### Task
Give back every line of the material below that has the string "lines".

### Supplied information
■ ■ ■ ■ ■ ■ ■
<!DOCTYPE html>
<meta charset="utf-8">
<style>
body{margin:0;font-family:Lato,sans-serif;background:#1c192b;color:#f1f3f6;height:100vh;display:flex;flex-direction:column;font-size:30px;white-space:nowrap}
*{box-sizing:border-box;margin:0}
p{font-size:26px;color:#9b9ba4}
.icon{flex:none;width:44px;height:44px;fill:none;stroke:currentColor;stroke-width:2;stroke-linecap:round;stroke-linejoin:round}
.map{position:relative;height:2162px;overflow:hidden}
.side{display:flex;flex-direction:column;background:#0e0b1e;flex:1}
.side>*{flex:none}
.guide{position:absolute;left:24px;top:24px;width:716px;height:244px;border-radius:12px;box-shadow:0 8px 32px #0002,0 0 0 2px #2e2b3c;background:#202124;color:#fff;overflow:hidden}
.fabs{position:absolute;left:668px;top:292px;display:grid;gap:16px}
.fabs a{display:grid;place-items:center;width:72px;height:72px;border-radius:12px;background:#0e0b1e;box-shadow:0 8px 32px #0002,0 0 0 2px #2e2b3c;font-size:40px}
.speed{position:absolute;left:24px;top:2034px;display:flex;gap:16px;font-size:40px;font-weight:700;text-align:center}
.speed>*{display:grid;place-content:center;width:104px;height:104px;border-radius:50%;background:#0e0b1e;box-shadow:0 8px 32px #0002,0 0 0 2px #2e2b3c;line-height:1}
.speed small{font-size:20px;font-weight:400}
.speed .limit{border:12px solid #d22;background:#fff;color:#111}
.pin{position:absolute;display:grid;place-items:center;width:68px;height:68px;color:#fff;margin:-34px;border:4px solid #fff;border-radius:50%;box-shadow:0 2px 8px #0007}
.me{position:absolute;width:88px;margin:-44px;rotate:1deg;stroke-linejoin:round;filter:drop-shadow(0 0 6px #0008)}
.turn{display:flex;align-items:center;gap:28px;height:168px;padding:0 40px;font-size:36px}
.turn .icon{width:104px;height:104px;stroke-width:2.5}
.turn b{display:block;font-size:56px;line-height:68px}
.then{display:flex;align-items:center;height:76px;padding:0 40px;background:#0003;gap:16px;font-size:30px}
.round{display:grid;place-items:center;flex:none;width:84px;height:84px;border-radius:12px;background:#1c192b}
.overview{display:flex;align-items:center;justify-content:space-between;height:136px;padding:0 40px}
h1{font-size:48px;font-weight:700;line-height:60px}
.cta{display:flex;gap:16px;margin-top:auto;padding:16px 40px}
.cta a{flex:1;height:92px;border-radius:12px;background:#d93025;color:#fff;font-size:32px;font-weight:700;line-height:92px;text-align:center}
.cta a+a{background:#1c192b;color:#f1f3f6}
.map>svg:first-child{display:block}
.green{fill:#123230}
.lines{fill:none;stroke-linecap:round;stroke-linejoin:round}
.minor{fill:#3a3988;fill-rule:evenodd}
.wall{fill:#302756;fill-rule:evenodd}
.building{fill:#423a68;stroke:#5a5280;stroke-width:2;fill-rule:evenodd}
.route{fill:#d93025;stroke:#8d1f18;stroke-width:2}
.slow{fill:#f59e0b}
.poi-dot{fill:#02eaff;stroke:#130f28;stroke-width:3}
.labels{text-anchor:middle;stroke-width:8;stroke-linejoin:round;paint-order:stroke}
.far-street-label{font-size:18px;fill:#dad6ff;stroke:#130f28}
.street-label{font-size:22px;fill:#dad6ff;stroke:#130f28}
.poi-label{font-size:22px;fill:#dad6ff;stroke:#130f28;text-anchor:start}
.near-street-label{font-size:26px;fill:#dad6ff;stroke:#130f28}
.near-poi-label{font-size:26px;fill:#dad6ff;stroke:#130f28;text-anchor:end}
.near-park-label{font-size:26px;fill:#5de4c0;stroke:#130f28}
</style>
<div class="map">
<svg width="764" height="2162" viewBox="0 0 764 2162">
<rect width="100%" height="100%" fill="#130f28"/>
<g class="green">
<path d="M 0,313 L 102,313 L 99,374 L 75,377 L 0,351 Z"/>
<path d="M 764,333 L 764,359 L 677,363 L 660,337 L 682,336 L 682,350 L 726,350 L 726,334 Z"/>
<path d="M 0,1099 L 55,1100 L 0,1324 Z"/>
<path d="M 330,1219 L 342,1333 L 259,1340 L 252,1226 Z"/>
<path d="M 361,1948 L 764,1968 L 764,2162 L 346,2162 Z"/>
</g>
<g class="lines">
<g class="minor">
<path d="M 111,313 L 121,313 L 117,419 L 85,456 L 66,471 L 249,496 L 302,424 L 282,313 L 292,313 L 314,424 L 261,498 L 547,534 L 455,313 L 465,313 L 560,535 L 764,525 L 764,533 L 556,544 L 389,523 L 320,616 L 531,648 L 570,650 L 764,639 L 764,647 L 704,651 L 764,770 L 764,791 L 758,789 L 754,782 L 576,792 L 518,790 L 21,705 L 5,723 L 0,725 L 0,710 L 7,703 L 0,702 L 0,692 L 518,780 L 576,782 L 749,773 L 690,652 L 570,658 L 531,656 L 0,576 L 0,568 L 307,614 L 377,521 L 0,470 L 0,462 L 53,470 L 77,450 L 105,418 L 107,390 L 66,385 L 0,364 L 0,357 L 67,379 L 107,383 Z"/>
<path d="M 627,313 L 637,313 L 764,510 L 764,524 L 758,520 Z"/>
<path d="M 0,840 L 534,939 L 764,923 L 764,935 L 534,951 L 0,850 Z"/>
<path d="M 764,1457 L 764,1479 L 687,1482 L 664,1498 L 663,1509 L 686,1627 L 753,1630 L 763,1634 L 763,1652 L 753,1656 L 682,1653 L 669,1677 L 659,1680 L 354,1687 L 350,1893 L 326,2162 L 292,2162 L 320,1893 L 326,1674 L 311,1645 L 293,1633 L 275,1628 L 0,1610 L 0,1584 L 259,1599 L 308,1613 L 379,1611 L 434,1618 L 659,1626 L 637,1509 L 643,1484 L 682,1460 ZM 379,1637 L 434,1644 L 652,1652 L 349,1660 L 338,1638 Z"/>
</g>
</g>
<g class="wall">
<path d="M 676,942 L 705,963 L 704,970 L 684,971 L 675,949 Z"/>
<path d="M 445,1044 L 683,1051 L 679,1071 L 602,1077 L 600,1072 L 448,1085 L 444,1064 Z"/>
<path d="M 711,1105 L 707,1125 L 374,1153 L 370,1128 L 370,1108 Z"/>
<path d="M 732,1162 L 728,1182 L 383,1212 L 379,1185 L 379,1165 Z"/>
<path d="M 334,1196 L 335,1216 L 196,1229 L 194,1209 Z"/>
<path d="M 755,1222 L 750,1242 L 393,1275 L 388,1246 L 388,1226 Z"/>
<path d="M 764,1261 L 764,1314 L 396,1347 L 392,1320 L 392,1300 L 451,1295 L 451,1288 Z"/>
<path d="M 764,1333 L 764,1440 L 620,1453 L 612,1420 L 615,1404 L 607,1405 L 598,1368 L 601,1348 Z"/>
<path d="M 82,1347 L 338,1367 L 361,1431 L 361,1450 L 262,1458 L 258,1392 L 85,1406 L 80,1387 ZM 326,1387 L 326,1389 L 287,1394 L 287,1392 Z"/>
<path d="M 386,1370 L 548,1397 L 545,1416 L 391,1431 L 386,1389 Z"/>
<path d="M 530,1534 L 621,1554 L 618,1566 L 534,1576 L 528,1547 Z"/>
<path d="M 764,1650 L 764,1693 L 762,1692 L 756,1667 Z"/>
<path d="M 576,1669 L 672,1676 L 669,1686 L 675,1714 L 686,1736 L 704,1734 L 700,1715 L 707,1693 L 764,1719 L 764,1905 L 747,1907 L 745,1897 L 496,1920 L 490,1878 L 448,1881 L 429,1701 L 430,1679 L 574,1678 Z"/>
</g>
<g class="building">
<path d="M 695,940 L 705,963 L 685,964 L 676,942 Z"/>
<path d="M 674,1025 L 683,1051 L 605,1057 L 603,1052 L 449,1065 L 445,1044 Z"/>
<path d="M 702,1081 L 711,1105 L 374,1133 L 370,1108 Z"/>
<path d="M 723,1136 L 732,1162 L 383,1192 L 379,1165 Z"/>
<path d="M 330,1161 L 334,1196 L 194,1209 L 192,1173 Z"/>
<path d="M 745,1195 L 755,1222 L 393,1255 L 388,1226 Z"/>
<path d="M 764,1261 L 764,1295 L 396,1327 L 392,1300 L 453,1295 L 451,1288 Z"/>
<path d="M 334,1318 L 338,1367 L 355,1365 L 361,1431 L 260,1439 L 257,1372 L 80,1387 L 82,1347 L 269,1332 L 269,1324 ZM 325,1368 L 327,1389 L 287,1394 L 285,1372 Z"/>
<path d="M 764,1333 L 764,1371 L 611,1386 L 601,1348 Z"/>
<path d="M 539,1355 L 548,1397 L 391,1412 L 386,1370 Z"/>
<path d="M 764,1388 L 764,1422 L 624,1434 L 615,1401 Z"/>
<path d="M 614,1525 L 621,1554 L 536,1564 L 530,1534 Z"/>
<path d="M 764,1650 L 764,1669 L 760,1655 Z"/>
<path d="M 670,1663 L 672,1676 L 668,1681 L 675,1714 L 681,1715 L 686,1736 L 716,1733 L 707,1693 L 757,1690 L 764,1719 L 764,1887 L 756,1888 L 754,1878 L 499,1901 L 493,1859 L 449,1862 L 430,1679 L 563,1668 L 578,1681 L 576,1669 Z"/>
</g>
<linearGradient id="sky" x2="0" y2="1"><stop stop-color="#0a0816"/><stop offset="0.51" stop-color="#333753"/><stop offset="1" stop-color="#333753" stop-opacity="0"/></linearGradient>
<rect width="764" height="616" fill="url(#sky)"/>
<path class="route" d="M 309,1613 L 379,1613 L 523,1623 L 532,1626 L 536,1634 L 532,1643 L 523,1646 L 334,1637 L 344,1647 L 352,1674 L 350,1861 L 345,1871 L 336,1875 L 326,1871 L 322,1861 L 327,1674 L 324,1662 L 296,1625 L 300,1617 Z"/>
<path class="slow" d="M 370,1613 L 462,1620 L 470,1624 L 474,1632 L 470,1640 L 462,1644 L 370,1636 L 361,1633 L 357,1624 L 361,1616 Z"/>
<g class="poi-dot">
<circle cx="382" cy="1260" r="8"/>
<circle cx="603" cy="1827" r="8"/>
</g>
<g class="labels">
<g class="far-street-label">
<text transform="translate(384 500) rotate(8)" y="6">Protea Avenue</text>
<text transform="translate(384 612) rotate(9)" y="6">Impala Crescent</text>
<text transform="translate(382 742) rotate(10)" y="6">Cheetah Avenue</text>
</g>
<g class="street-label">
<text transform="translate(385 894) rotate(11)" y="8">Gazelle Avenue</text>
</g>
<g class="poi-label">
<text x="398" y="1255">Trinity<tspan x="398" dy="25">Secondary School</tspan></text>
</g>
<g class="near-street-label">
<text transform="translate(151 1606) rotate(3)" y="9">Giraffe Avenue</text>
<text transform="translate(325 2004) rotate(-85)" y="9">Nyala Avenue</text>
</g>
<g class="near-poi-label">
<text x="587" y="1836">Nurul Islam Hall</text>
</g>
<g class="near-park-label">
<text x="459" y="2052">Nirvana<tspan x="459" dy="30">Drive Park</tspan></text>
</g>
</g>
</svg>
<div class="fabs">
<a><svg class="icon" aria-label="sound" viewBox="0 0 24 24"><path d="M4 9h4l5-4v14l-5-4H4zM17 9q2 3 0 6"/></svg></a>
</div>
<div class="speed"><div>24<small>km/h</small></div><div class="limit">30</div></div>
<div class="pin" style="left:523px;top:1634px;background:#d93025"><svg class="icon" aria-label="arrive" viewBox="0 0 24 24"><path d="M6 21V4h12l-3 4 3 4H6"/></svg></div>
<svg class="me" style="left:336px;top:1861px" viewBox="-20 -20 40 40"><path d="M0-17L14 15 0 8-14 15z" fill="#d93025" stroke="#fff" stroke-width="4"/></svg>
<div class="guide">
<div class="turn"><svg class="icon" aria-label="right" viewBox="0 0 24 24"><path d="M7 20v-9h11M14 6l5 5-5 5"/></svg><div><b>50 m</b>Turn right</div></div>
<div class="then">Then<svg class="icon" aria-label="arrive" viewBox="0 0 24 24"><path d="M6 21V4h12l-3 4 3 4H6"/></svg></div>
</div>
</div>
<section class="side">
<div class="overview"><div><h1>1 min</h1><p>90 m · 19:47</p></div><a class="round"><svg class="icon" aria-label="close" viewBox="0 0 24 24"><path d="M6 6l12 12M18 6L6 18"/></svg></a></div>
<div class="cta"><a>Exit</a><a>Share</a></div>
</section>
■ ■ ■ ■ ■ ■ ■
### Task response
.lines{fill:none;stroke-linecap:round;stroke-linejoin:round}
<g class="lines">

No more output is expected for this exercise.